__Work to be completed__.
The records that follow are to be reproduced exactly. Any pictures in them are left out.

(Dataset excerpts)
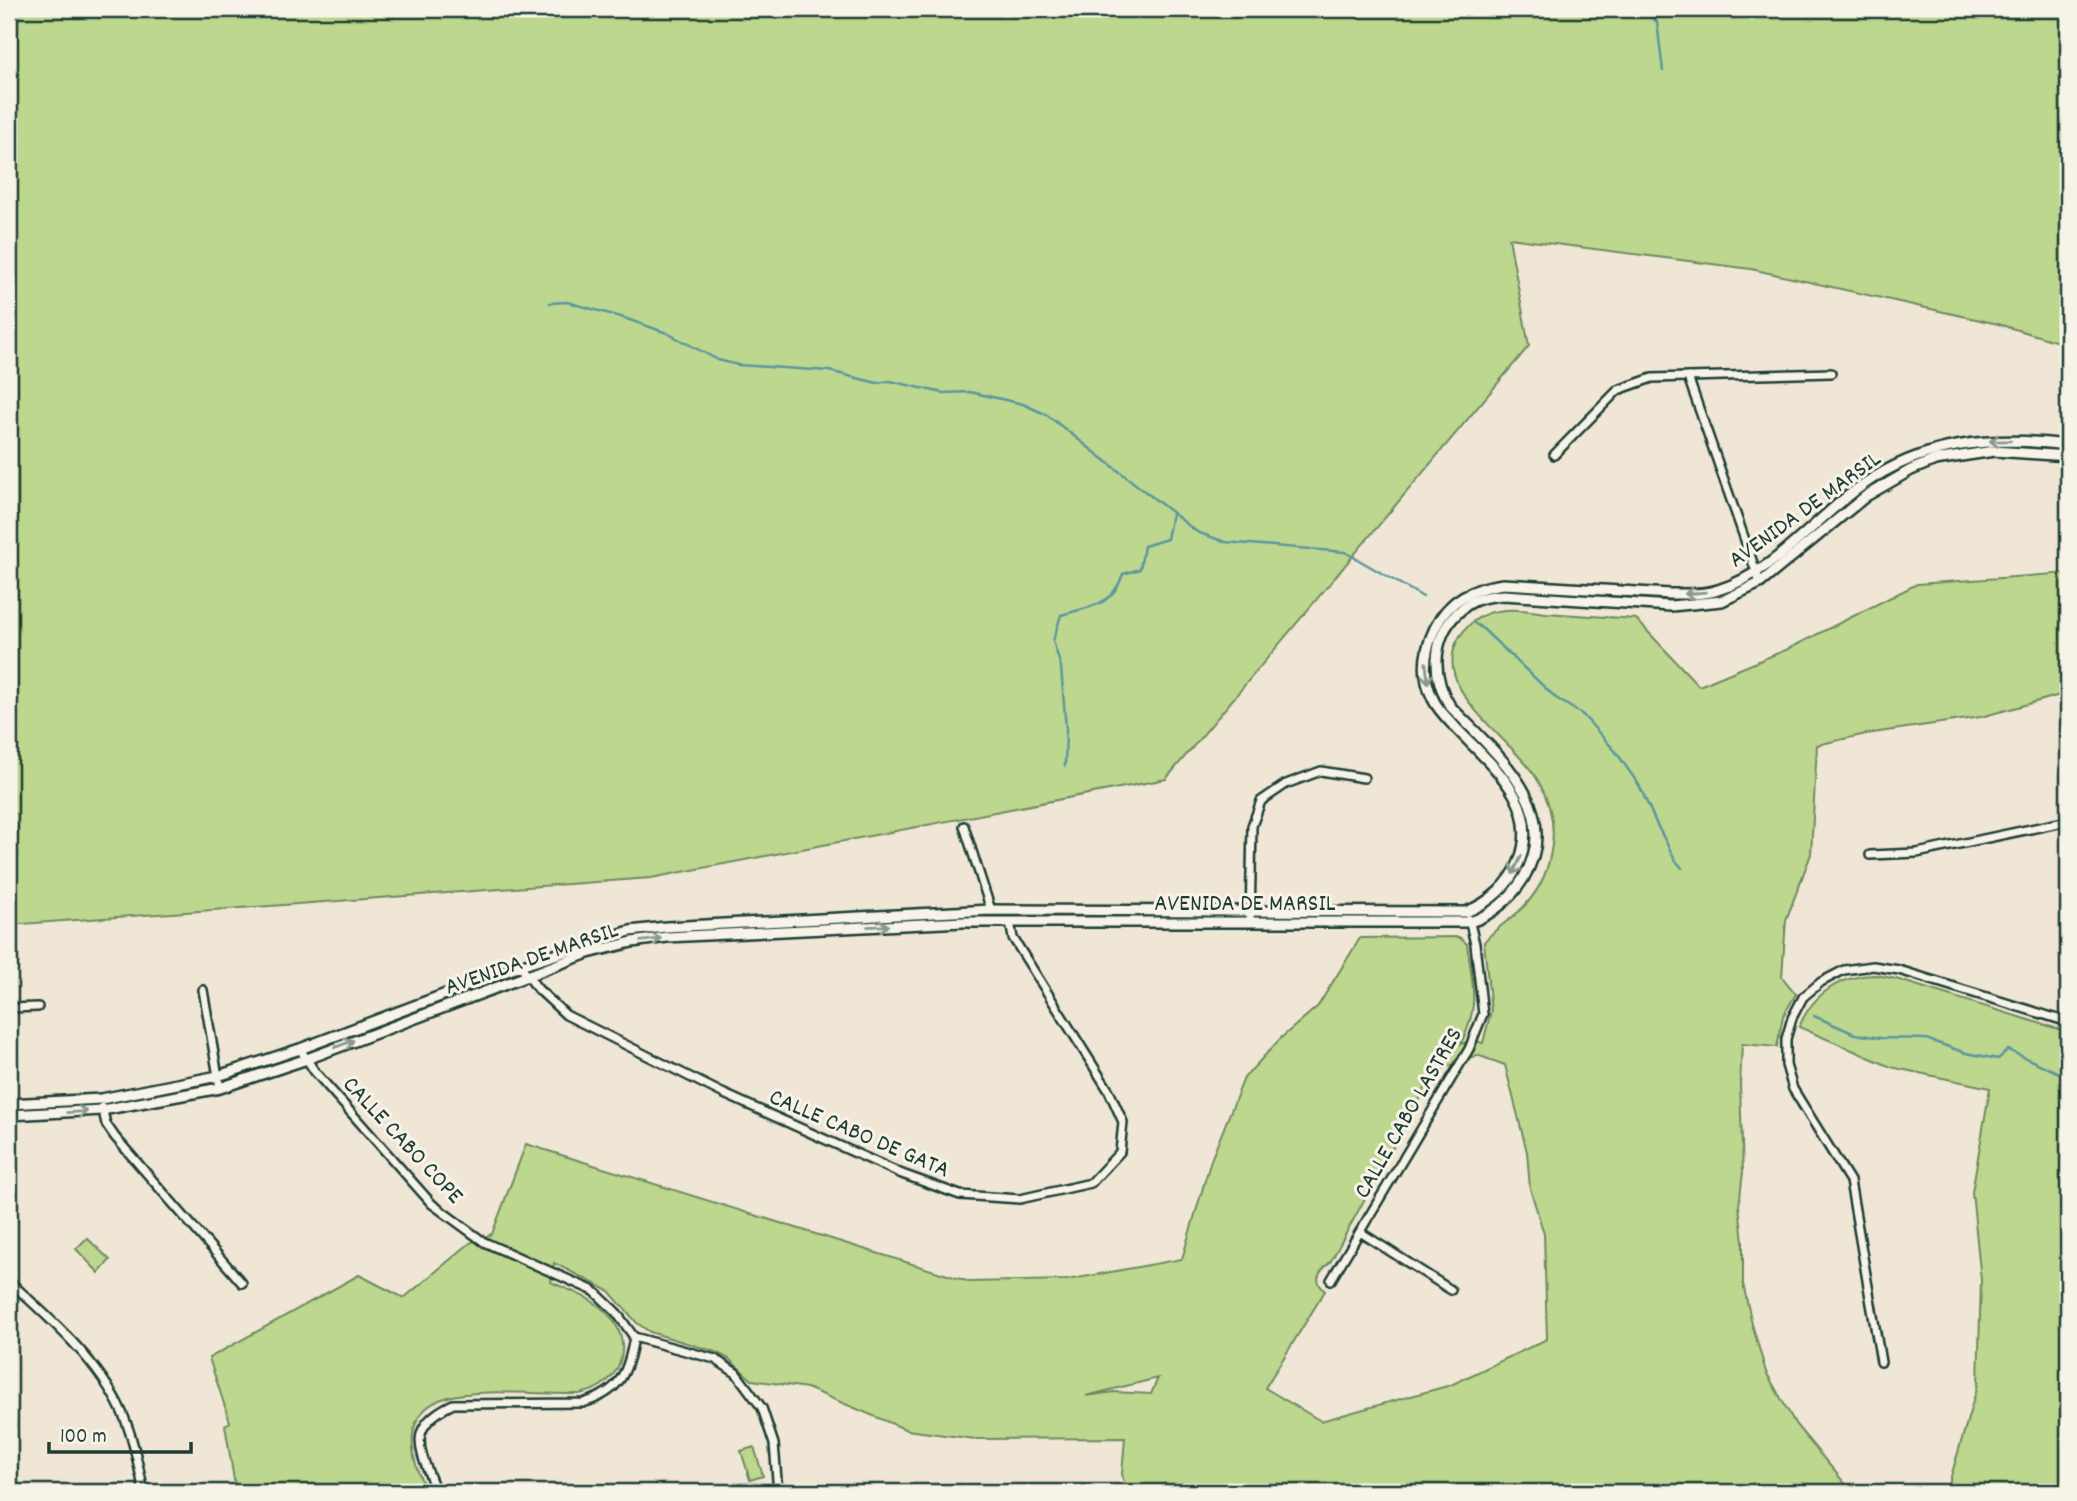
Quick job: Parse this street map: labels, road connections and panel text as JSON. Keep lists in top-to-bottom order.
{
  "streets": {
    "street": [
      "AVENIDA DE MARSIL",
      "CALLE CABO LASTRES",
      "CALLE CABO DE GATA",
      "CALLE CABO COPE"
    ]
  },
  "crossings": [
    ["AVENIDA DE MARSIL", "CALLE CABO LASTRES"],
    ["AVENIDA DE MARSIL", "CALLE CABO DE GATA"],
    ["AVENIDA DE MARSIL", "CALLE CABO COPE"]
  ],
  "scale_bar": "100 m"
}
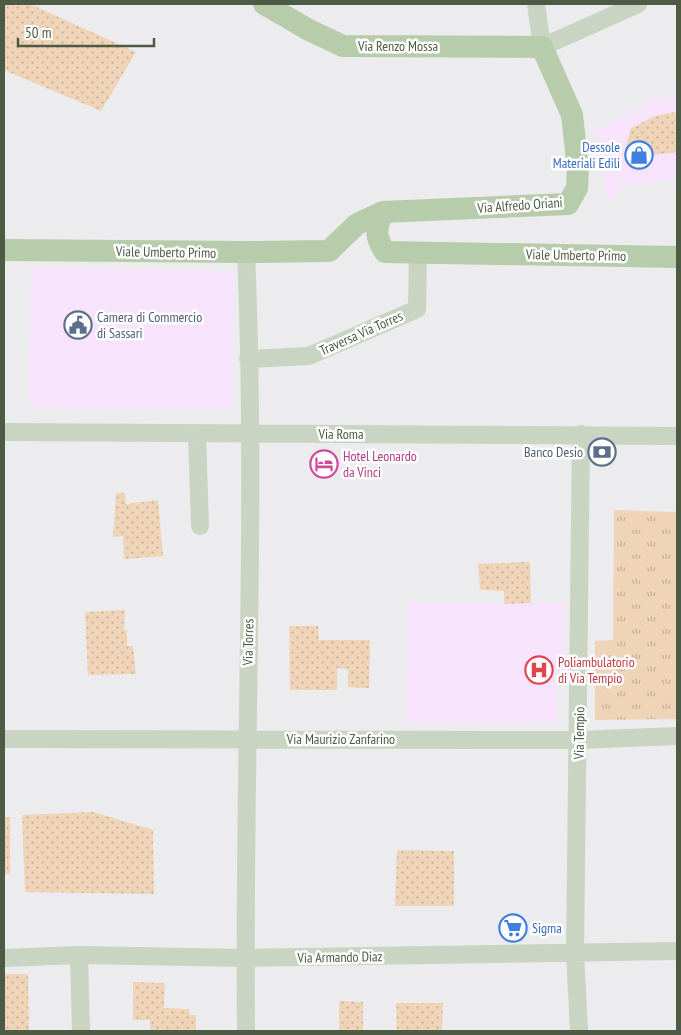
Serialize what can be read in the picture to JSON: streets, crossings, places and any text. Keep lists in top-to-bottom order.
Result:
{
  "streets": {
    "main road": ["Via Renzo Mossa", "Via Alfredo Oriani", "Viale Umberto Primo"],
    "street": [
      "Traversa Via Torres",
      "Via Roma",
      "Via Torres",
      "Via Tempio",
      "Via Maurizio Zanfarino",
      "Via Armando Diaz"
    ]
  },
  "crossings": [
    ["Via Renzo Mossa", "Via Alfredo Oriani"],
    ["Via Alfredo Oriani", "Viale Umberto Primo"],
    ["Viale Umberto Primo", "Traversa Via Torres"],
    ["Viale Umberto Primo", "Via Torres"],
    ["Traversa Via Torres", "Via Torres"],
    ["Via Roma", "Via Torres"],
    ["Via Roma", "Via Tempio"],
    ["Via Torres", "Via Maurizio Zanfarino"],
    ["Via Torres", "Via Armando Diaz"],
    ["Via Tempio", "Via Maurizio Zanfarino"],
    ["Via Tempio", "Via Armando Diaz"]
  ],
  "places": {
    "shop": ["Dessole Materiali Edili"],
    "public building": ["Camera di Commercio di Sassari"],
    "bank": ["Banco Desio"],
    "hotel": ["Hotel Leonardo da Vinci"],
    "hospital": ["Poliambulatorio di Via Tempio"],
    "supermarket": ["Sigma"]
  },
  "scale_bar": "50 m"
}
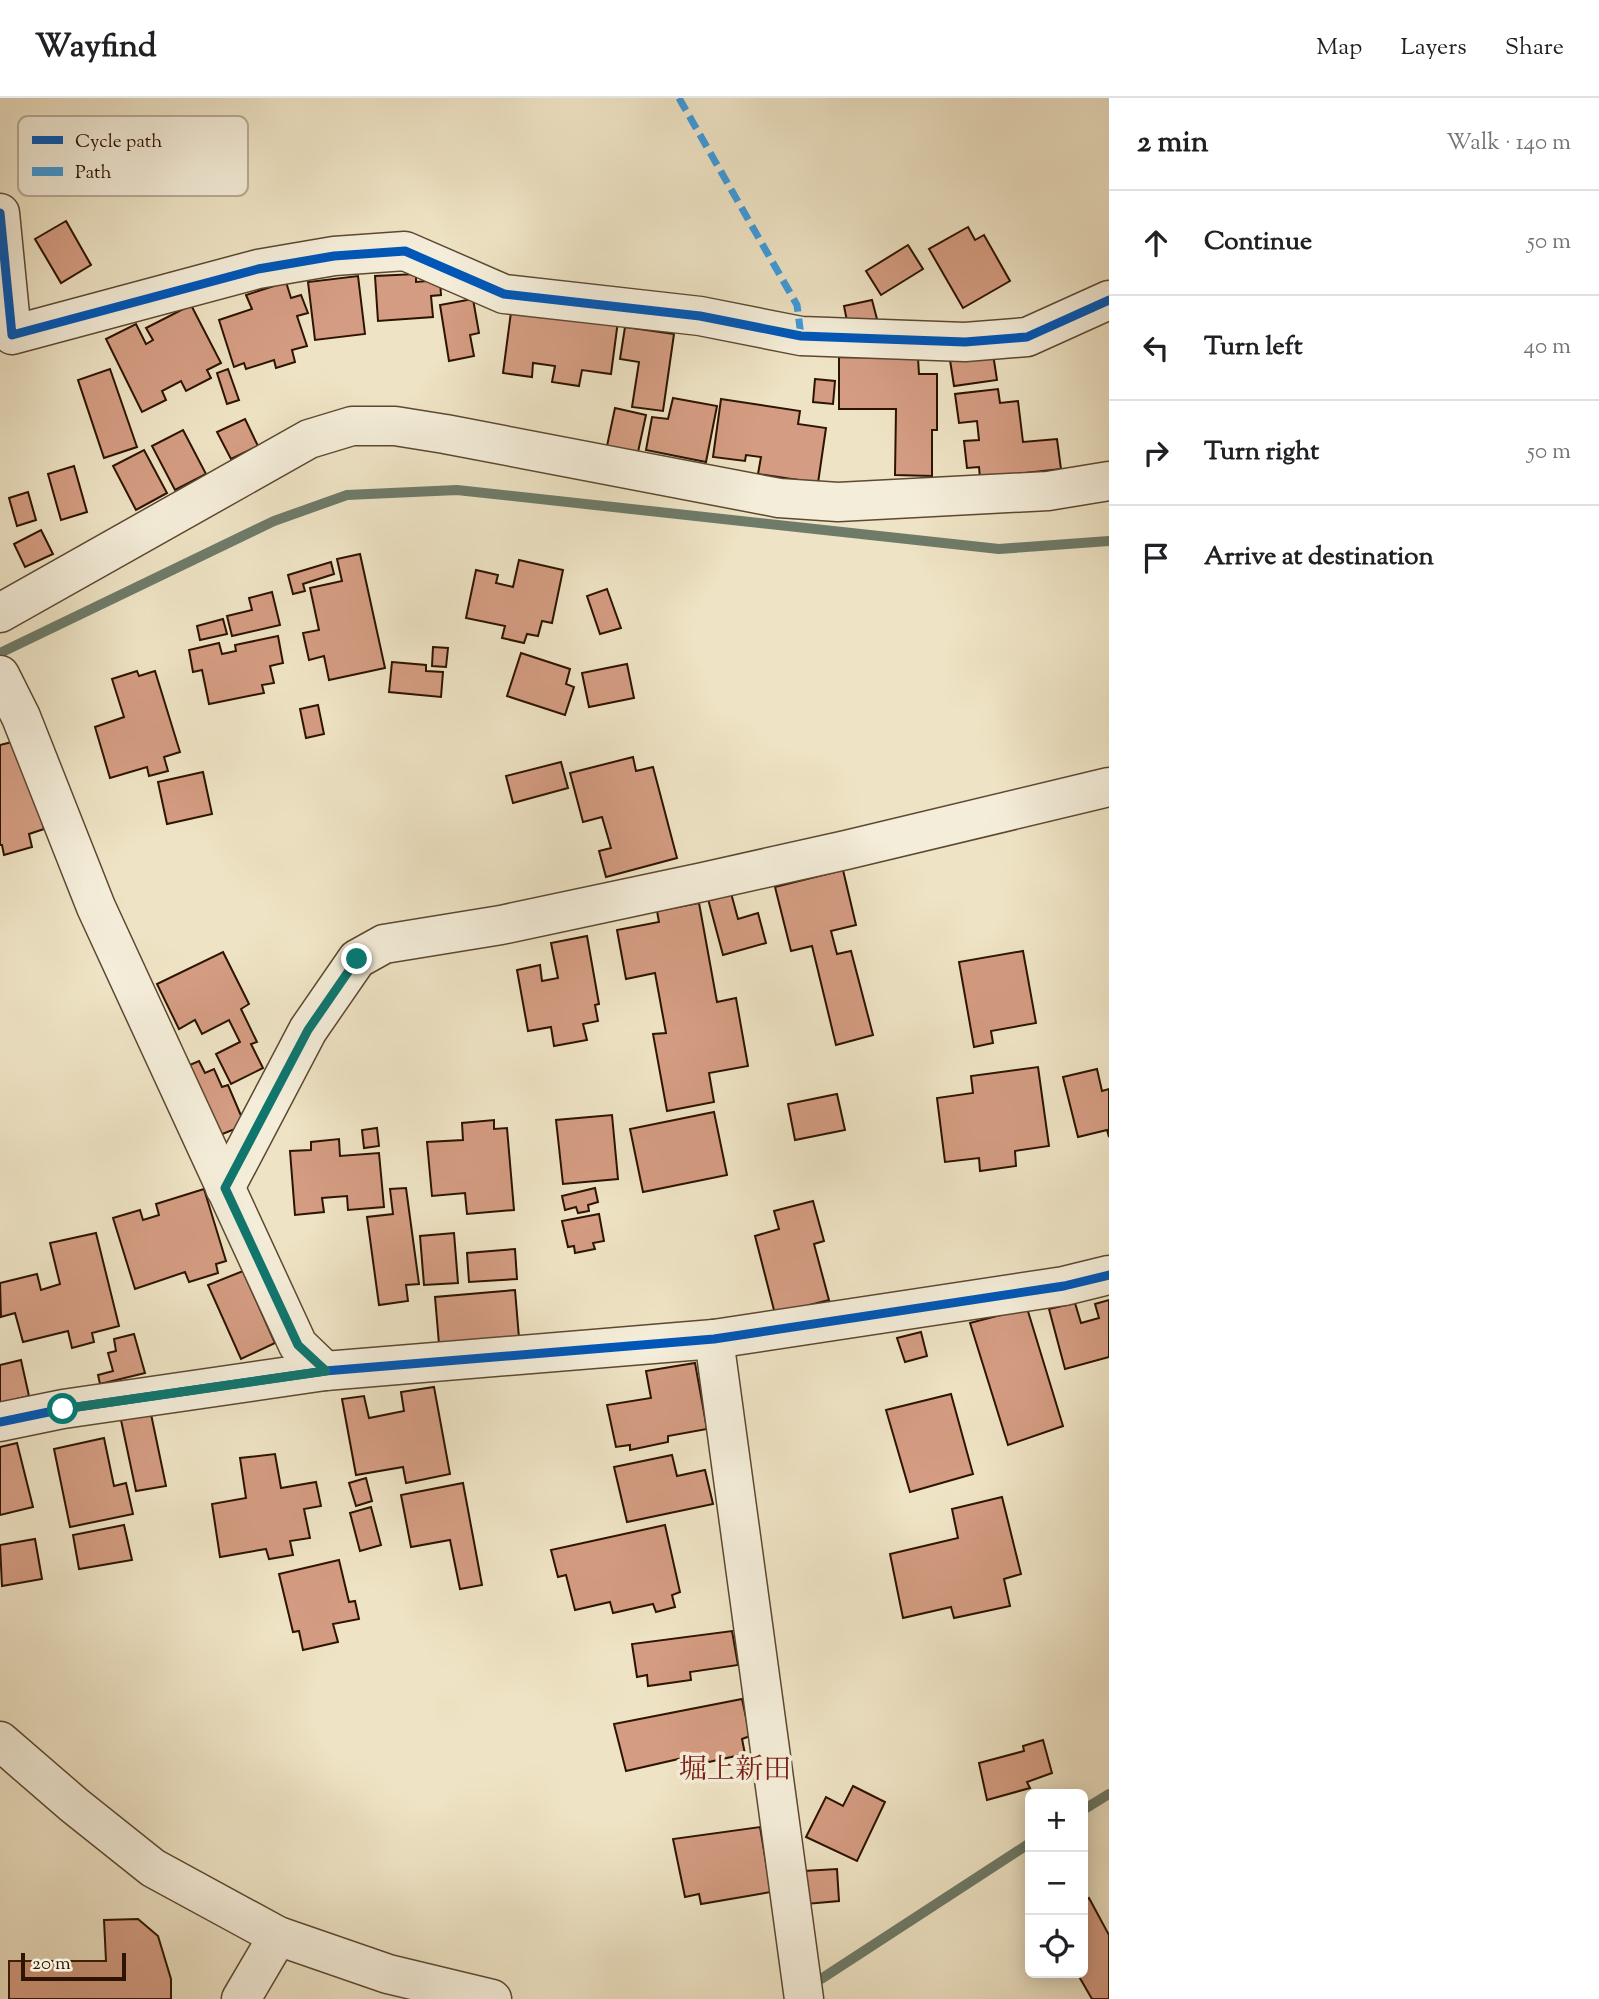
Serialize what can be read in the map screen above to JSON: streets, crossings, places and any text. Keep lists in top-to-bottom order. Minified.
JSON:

__Answer for the task__.
Quick job: Parse this street map: labels, road connections and panel text as JSON. Keep lists in top-to-bottom order.
{
  "streets": {
    "street": [
      "AVENIDA DE MARSIL",
      "CALLE CABO LASTRES",
      "CALLE CABO DE GATA",
      "CALLE CABO COPE"
    ]
  },
  "crossings": [
    ["AVENIDA DE MARSIL", "CALLE CABO LASTRES"],
    ["AVENIDA DE MARSIL", "CALLE CABO DE GATA"],
    ["AVENIDA DE MARSIL", "CALLE CABO COPE"]
  ],
  "scale_bar": "100 m"
}
Serialize what can be read in the picture to JSON: streets, crossings, places and any text. Keep lists in top-to-bottom order.
Result:
{
  "streets": {
    "main road": ["Via Renzo Mossa", "Via Alfredo Oriani", "Viale Umberto Primo"],
    "street": [
      "Traversa Via Torres",
      "Via Roma",
      "Via Torres",
      "Via Tempio",
      "Via Maurizio Zanfarino",
      "Via Armando Diaz"
    ]
  },
  "crossings": [
    ["Via Renzo Mossa", "Via Alfredo Oriani"],
    ["Via Alfredo Oriani", "Viale Umberto Primo"],
    ["Viale Umberto Primo", "Traversa Via Torres"],
    ["Viale Umberto Primo", "Via Torres"],
    ["Traversa Via Torres", "Via Torres"],
    ["Via Roma", "Via Torres"],
    ["Via Roma", "Via Tempio"],
    ["Via Torres", "Via Maurizio Zanfarino"],
    ["Via Torres", "Via Armando Diaz"],
    ["Via Tempio", "Via Maurizio Zanfarino"],
    ["Via Tempio", "Via Armando Diaz"]
  ],
  "places": {
    "shop": ["Dessole Materiali Edili"],
    "public building": ["Camera di Commercio di Sassari"],
    "bank": ["Banco Desio"],
    "hotel": ["Hotel Leonardo da Vinci"],
    "hospital": ["Poliambulatorio di Via Tempio"],
    "supermarket": ["Sigma"]
  },
  "scale_bar": "50 m"
}
Serialize what can be read in the map screen above to JSON: streets, crossings, places and any text. Keep lists in top-to-bottom order. Minified.
JSON:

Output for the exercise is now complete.